# 01_Install

The installation process and Tiny demo can be found on the website: https://github.com/TingtingLiGroup/GRASP?tab=readme-ov-file

### Requirements
- Python: 3.9+
- Training (optional): build-train-pkl and train-moco require PyTorch (torch) and PyTorch Geometric (torch-geometric). They are NOT installed by default via pip install grasp-tool.

### Installation (recommended)

#### (1) Create a conda environment
```
conda create -n grasp python=3.9 -y
conda activate grasp
```
Or use the provided environment file (creates env grasp and installs grasp-tool via pip):
```
conda env create -f envs/grasp-base.yml
conda activate grasp
```

#### (2) Install GRASP from PyPI
```
pip install grasp-tool
```
Smoke checks (should work without training deps):
```
grasp-tool --help
grasp-tool train-moco --help
```
If you plan to run training commands (build-train-pkl, train-moco), install the training stack first:

- PyTorch install selector: https://pytorch.org/get-started/locally/
- PyG install guide: https://pytorch-geometric.readthedocs.io/en/latest/notes/installation.html

If you're running from this repo checkout, you can also run a small demo:
```
grasp-tool register \
  --pkl_file example_pkl/simulated1_data_dict.pkl \
  --output_pkl outputs/simulated1_registered.pkl
```

### Concrete workflow for biologists 

We provide a concise, end-to-end, **protocol-style workflow** to enable non-computational users to apply GRASP to imaging-based spatial transcriptomics data.

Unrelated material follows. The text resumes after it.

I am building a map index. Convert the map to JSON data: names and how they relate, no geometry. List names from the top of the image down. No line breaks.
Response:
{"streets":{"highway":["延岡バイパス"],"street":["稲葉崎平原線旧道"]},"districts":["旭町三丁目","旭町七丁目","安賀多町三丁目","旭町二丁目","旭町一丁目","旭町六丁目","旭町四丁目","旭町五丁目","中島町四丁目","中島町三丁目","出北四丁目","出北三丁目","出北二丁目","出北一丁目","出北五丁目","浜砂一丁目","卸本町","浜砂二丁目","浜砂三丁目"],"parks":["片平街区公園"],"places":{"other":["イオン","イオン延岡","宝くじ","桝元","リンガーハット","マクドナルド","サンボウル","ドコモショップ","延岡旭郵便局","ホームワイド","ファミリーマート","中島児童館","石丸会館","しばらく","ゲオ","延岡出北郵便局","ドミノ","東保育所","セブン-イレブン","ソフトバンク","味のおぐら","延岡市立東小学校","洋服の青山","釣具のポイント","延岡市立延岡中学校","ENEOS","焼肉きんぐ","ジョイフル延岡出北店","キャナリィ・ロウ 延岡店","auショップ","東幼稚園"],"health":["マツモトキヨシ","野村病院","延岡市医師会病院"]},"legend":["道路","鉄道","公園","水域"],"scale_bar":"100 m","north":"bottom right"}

**Inputs → QC → TSGs → GRASP embeddings → downstream analyses.**
 Starting from standard inputs—(i) **cell/nucleus segmentation masks** and (ii) a **transcript coordinate table** (x, y, gene ID, cell ID)—we first perform basic QC to exclude (a) low-quality/aberrant cells and (b) low-support **gene–cell instances** (insufficient molecules). For each retained gene in each retained cell, we construct a **Transcript Spot Graph (TSG)** by mapping transcripts into **radial–angular subregions** (e.g., 30×15 = 450 bins) and connecting locally adjacent bins, with node features encoding transcript density. GRASP then trains an unsupervised, contrastive **GAT-based encoder** and generates a low-dimensional **TSG embedding** for each gene–cell instance, yielding a unified representation of subcellular RNA organization while preserving cell-to-cell heterogeneity.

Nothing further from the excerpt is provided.